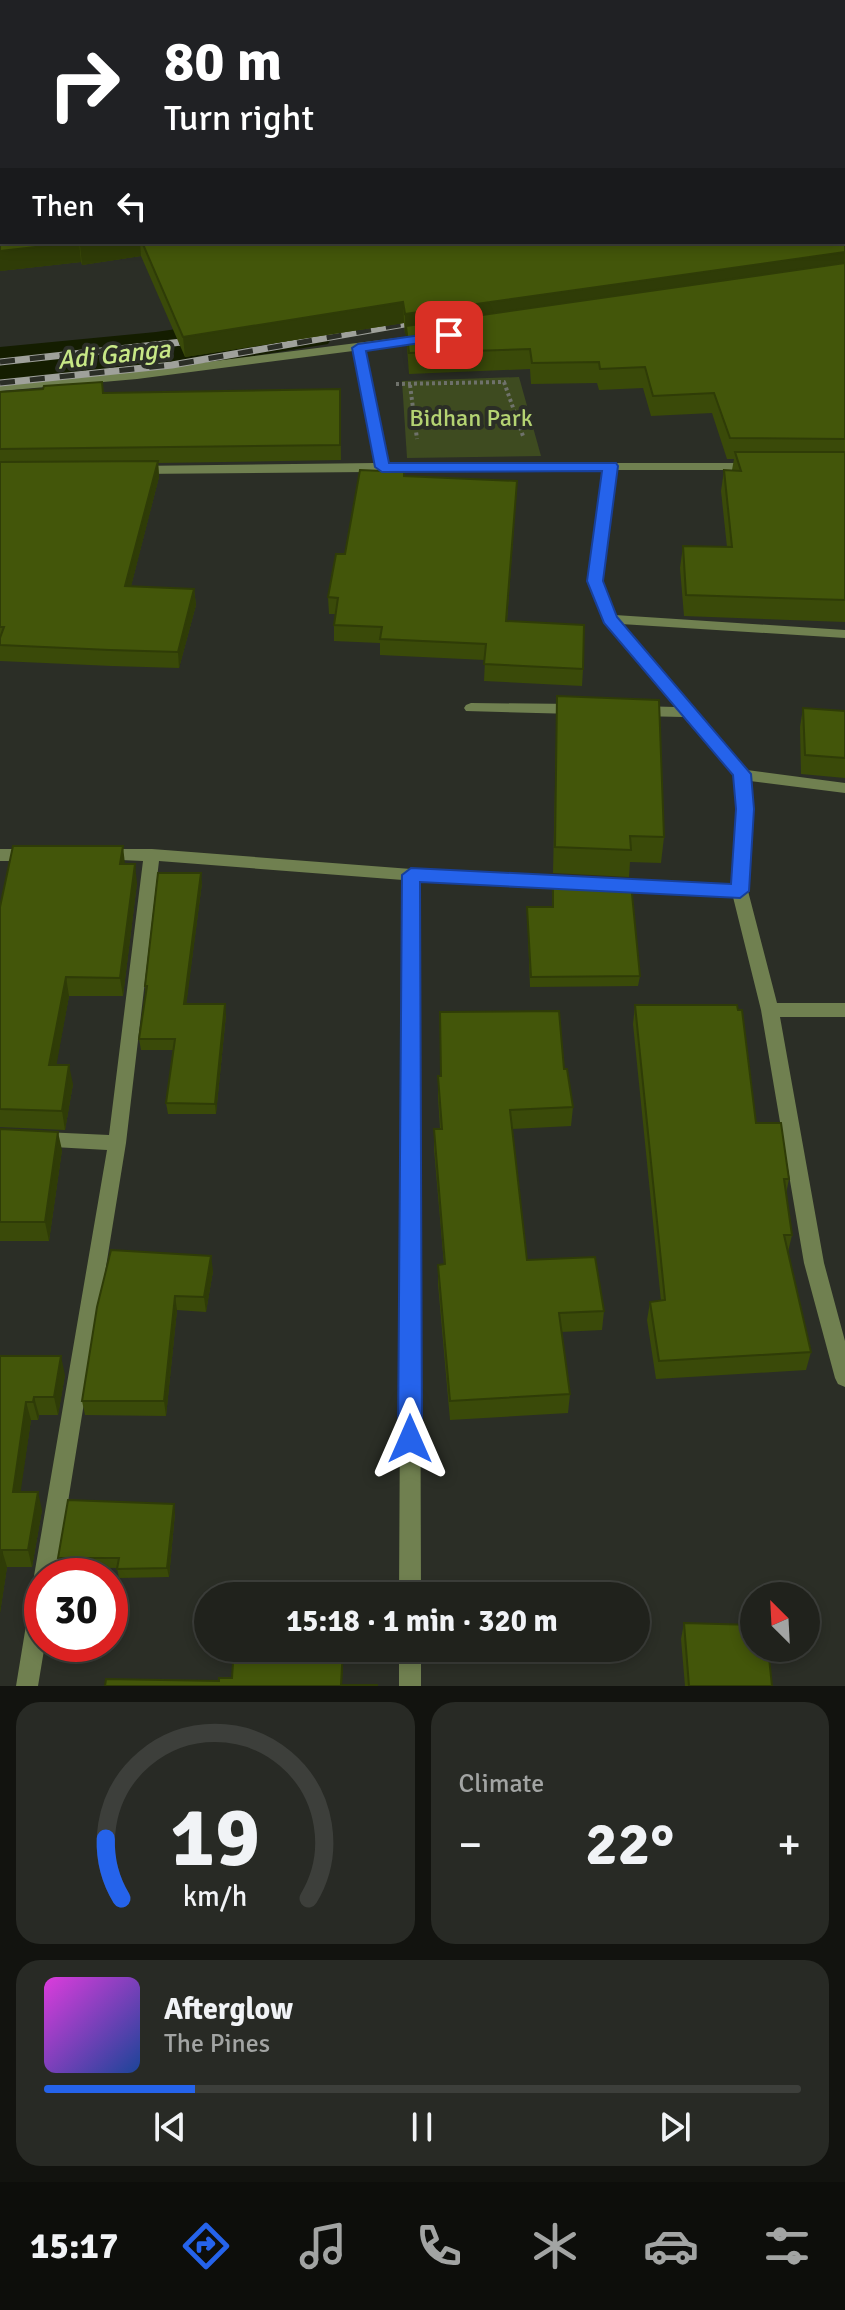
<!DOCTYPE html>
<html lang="en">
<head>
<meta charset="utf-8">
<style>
	:root { --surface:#20221c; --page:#282a25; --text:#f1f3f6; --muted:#a2a4a3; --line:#3d3f3b; --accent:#2563eb }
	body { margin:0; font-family:Signika,sans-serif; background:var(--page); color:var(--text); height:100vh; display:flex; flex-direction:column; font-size:30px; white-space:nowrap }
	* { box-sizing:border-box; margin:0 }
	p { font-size:26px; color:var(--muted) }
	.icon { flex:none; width:44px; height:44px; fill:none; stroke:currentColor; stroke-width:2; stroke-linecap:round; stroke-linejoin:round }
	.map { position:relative; height:1686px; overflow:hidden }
	.sheet { display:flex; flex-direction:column; gap:16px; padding:16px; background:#12130f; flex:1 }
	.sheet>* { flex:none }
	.top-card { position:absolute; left:0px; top:0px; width:846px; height:244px; box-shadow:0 4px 12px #0003,0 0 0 2px var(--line); background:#202124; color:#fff; overflow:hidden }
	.needle { width:52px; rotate:336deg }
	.controls { position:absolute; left:740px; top:1582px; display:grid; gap:16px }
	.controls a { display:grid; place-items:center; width:80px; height:80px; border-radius:50%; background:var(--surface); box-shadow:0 4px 12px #0003,0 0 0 2px var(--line); font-size:40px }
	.speed { position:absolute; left:24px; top:1558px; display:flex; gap:16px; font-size:40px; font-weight:700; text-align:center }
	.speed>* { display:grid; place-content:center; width:104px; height:104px; border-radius:50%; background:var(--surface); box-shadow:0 4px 12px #0003,0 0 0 2px var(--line); line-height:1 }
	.speed .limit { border:12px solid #d22; background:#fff; color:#111 }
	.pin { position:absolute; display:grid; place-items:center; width:68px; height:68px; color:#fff; margin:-34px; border-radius:16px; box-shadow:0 4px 12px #0006 }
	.me { position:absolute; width:88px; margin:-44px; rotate:0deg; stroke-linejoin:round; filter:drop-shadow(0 0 6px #0008) }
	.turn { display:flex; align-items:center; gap:28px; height:168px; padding:0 32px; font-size:36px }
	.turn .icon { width:104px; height:104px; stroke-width:2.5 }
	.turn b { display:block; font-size:56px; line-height:68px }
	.then { display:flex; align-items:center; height:76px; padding:0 32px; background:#0003; gap:16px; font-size:30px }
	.big { font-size:60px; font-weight:700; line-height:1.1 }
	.sheet .card { flex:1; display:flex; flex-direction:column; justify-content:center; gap:12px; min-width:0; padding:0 28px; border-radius:24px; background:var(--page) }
	.sheet .dial { align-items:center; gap:0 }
	.dial svg { height:208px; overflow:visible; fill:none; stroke:var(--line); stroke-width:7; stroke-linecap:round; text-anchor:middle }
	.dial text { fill:var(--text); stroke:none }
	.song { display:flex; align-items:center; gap:24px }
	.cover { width:96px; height:96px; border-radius:12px; background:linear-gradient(135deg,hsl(300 70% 55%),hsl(220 70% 35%)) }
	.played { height:8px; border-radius:4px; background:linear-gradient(90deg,var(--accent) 20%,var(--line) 20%) }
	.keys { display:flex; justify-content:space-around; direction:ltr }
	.heat { display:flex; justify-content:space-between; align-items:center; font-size:44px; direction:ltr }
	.sheet .tiles { flex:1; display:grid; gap:16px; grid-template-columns:1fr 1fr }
	.card:last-child { grid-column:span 2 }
	.trip { position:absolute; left:194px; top:1582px; width:456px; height:80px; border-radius:40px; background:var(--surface); box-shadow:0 4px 12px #0003,0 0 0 2px var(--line); font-weight:700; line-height:80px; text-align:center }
	.dock { display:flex; height:128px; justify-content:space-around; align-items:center; background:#0d0e0b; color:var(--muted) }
	.dock .icon { width:56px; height:56px }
	.dock .selected { color:var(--accent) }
	.dock b { font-size:36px; color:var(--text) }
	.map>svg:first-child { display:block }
	.green { fill:#3e4b20 }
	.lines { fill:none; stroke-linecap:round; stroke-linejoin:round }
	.river { fill:#141d00; fill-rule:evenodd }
	.path { stroke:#6f726b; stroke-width:4; stroke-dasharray:3 3; stroke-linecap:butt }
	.street { fill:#708050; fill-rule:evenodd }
	.primary { fill:#b2d26c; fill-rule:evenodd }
	.rail-casing { stroke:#9fa19b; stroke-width:7 }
	.rail { stroke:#2b2e26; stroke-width:5; stroke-dasharray:15; stroke-linecap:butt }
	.wall { fill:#3a4a09 }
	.shaded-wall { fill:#2f3c07 }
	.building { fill:#43560a; stroke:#2f3c07; stroke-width:2 }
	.route { fill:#2563eb; stroke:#184099; stroke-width:2 }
	.labels { text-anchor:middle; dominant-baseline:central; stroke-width:8; stroke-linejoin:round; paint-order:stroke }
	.far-park-label { font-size:24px; fill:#b4d372; stroke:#2b2e26 }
	.far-water-label { font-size:26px; font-style:italic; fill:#c7e786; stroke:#2b2e26 }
</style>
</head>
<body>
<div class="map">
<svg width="845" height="1686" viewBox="0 0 845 1686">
	<rect width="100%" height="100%" fill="#2b2e26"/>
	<path class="green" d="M519 377 541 456 407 458 402 381Z"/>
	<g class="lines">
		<path class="river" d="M304 310 328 316 337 330 328 344 156 372 0 389V347L156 332Z"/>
		<path class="path" d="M396 384 504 382 523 436
			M410 385 417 439"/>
		<path class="street" d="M66 0H76L65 2Z
			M353 0H363L352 2Z
			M414 0H424L413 2Z
			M845 119V126H844V119Z
			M428 334 432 335V341L364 350 388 463H760V469L755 470H616L602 581 615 615 845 630V638L621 624 747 770 845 783V793L750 781 753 809 748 891 777 1003H845V1017H780L824 1263 845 1341V1387L838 1384 835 1378 804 1263 761 1010 733 897 613 891 605 885 613 879 732 885 737 809 734 775 683 717 638 716 631 711 638 706 675 707 604 622 588 581 603 470 136 474 130 470 136 466 375 463 353 351 137 379 0 391V383L137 371Z
			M471 703 575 704 582 709 575 714 466 711 464 708 466 705Z
			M0 849H30L38 855 30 861H0Z
			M106 849H152L411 869 573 877 581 883 573 889 419 881 421 1596H399L403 880 159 861 126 1143 56 1576H42V1644H45L38 1686H16L31 1595 34 1588 41 1585 37 1583 34 1576 107 1150 0 1144V1130L109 1135 143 861 100 859 98 855Z
			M399 1648H421V1686H399Z"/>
		<path class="primary" d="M0 58H2V66H0Z
			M844 111H845V119H844Z"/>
		<g class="rail-casing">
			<path id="rail" d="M0 362 200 340
				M0 383 172 365 427 320"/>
		</g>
		<use href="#rail" class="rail"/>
	</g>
	<path class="wall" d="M0 0H42V2H2V43H0Z
		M231 0H312V2H230Z
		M0 70H2V126H0L2 137 0 140Z
		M0 166 2 242H844L845 167V622L684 616 680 568 683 546 727 547 721 491 724 470H732L734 459H727L712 413 651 416 643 388 599 390 597 383 531 384 530 369 409 374 406 334H405L404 323 185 357 141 256 82 265 81 262 0 271Z
		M340 389 341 460 158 463 159 477 131 586 194 589 196 605 179 668 112 666 0 661V392L103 393Z
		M404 476 516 497 507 621 583 669 582 686 484 681 485 660 380 655V643L334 641V625L335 614H329L328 597 345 554Z
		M557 696 664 837 661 863 630 862 629 877 553 873Z
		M803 708 845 711V778L801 774 800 727Z
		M125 864 137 883 123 996H69L56 1065 73 1084 65 1130 0 1127V907Z
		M202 883 186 1004 226 1015 216 1114H168L166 1103 173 1050H141L139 1039 146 995 145 986Z
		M527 907 640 976 638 986 530 987Z
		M635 1005 756 1123 789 1179 786 1194 792 1235 788 1252 811 1352 806 1370 656 1379 647 1320 650 1302 661 1301 633 1024Z
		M564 1069 573 1107 571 1126 512 1129 527 1260 604 1311 602 1330 561 1332 570 1394 568 1413 450 1420 438 1284V1265H444L434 1149V1129H440L438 1096V1076Z
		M0 1129 62 1150 49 1241H0Z
		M213 1271 206 1312 177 1310 166 1416 85 1415 82 1401 97 1307Z
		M0 1356 65 1375 58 1415H39L38 1420H31L20 1492 42 1510 32 1567H7L0 1613Z
		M175 1513 169 1577 119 1578 117 1568 60 1567 58 1558Z
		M684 1623 772 1686H685L681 1639Z"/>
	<path class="shaded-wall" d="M79 242 81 262 0 271V251Z
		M98 242H140L141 256 82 265 80 245Z
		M845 252V272L406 326V334H405V314Z
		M403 302 404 323 185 357 183 337Z
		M158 461 159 477 127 602 125 586Z
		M194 589 196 605 179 668 178 652Z
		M123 846 125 864H120Z
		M135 864 137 883 123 996 120 978Z
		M201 873 202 883 185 1015 184 1004Z
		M66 977 69 996 53 1084 49 1065Z
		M225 1004 226 1015 216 1114 215 1104Z
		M69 1065 73 1084 65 1130 62 1111Z
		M58 1132 62 1150 49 1241 45 1222Z
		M211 1256 213 1271 206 1312 204 1297Z
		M175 1296 177 1310 166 1416 164 1401Z
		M61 1356 65 1375 58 1415 54 1397Z
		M34 1397 39 1415 38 1420 33 1402Z
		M26 1402 31 1420 18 1510 13 1492Z
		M38 1492 42 1510 32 1567 28 1550Z
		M174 1504 175 1513 169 1577 167 1568Z
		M2 1550 7 1567 0 1613V1562Z
		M343 1648H344L342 1686H341Z"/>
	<path class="building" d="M0 0H34L33 2H2V28H0Z
		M231 0H276L275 2H230Z
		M436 0H845V60L844 2H436Z
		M0 70H2V112L1 107H0Z
		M0 166H2V242H98L80 245 79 242 0 251 1 193H0Z
		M844 167H845V252L405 314 403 302 183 337 142 242H844Z
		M845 263V439L730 438 714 393 653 396 645 367 600 369 599 362 532 363 530 349 409 353 406 326Z
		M102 382 103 393 340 389V445L0 449V392L43 389 44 386Z
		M735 452H845V600L686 595 683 546 732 547 724 470 741 471Z
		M158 461 125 586 194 589 178 652 110 650 0 645V638L4 627H0V462Z
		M360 470 404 472V476L517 481 506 621 584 625 583 669 484 664 486 644 380 639 382 627 334 625 338 598 328 597 336 554H345Z
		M557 696 659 700 664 837 630 836 631 850 555 847Z
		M803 708 845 711V758L805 755Z
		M13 846H123L120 864H135L120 978 66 977 49 1065H69L62 1111 0 1109V907Z
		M158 873H201L184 1004H225L215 1104 166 1103 175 1039H139L147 986H145Z
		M553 880 631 884 640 976 531 977 527 907H553Z
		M635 1005H737L738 1010H742L756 1123H781L789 1179H784L792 1235H784L811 1352 659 1361 650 1302 665 1300Z
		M559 1011 564 1069H567L573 1107 510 1110 527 1260 595 1257 604 1311 559 1313 570 1394 450 1401 438 1265 445 1264 434 1129H442L438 1076H441L440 1012Z
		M0 1129 58 1132 45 1222H0Z
		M111 1250 211 1256 204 1297 175 1296 164 1401H82L97 1307Z
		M0 1356H61L54 1397H34L33 1402H26L13 1492H38L28 1550H2L0 1562Z
		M68 1500 174 1504 167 1568 117 1569 119 1558H58Z
		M238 1584 345 1585V1596H238Z
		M684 1623 754 1625V1648H768L772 1686H689Z
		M234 1648H343L341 1685H377V1686H105L106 1679 219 1681V1678H232Z"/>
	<path class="route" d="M449 331 456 335 454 338 366 351 389 463H616L618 466 603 581 617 617 751 774 754 809 749 891 740 898 420 882 422 1439 419 1447 410 1450 402 1447 398 1439 402 875 411 868 731 884 736 809 733 775 604 623 587 581 602 471 382 472 375 467 352 348 358 344Z"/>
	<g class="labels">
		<g class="far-park-label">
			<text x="471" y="418">Bidhan Park</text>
		</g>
		<g class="far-water-label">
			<text transform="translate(114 355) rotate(-6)">Adi Ganga</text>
		</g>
	</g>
</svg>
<div class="controls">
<a><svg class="needle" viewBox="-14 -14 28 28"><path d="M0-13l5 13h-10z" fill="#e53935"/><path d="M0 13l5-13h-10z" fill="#a2a4a3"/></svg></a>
</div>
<div class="speed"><div class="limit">30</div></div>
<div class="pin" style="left:449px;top:335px;background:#d93025"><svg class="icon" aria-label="arrive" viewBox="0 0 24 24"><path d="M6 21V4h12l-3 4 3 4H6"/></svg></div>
<svg class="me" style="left:410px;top:1439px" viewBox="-20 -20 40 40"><path d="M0-17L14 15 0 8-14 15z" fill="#2563eb" stroke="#fff" stroke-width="4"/></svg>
<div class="trip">15:18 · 1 min · 320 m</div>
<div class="top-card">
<div class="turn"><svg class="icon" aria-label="right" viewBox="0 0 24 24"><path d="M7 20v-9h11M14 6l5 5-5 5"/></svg><div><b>80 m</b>Turn right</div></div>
<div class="then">Then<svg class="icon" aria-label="left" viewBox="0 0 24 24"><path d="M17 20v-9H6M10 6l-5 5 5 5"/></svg></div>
</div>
</div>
<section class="sheet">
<div class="tiles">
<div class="card dial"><svg viewBox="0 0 100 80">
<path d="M14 69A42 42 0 1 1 86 69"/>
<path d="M14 69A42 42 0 0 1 8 46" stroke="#2563eb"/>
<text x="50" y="56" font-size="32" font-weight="700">19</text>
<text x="50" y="72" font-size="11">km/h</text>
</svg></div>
<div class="card"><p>Climate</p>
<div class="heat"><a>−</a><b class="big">22°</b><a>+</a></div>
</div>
<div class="card">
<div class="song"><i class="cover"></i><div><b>Afterglow</b><p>The Pines</p></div></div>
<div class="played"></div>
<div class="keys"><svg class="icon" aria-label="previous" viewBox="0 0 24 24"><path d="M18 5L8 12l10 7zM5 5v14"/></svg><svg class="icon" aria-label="pause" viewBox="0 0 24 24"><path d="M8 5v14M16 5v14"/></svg><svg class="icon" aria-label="next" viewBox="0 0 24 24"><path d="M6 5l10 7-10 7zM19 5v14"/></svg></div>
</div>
</div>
</section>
<nav class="dock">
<b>15:17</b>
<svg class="icon selected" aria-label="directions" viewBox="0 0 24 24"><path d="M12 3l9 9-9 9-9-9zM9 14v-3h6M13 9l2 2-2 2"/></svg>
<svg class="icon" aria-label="music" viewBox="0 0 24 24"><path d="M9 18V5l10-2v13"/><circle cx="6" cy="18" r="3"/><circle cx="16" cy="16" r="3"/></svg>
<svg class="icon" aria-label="phone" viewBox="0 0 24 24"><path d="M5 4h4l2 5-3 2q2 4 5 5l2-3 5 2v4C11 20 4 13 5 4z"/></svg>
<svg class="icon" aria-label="climate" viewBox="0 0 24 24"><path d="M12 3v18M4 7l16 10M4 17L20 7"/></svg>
<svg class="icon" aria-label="car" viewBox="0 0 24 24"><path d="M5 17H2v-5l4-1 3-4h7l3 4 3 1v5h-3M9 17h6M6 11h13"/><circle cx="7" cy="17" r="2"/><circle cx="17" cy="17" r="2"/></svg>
<svg class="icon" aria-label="filters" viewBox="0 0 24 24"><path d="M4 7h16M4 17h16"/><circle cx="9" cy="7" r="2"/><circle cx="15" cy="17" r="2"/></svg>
</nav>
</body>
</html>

* WHAT THE EXERCISE ASKS *
Copy verbatim, from the listing above, each line from the one containing "position:absolute; left:740px; top:1582px;" down to the one containing "font-size:60px; font-weight:700; line-height:1.1", inclusive.

* EXPECTED OUTPUT *
	.controls { position:absolute; left:740px; top:1582px; display:grid; gap:16px }
	.controls a { display:grid; place-items:center; width:80px; height:80px; border-radius:50%; background:var(--surface); box-shadow:0 4px 12px #0003,0 0 0 2px var(--line); font-size:40px }
	.speed { position:absolute; left:24px; top:1558px; display:flex; gap:16px; font-size:40px; font-weight:700; text-align:center }
	.speed>* { display:grid; place-content:center; width:104px; height:104px; border-radius:50%; background:var(--surface); box-shadow:0 4px 12px #0003,0 0 0 2px var(--line); line-height:1 }
	.speed .limit { border:12px solid #d22; background:#fff; color:#111 }
	.pin { position:absolute; display:grid; place-items:center; width:68px; height:68px; color:#fff; margin:-34px; border-radius:16px; box-shadow:0 4px 12px #0006 }
	.me { position:absolute; width:88px; margin:-44px; rotate:0deg; stroke-linejoin:round; filter:drop-shadow(0 0 6px #0008) }
	.turn { display:flex; align-items:center; gap:28px; height:168px; padding:0 32px; font-size:36px }
	.turn .icon { width:104px; height:104px; stroke-width:2.5 }
	.turn b { display:block; font-size:56px; line-height:68px }
	.then { display:flex; align-items:center; height:76px; padding:0 32px; background:#0003; gap:16px; font-size:30px }
	.big { font-size:60px; font-weight:700; line-height:1.1 }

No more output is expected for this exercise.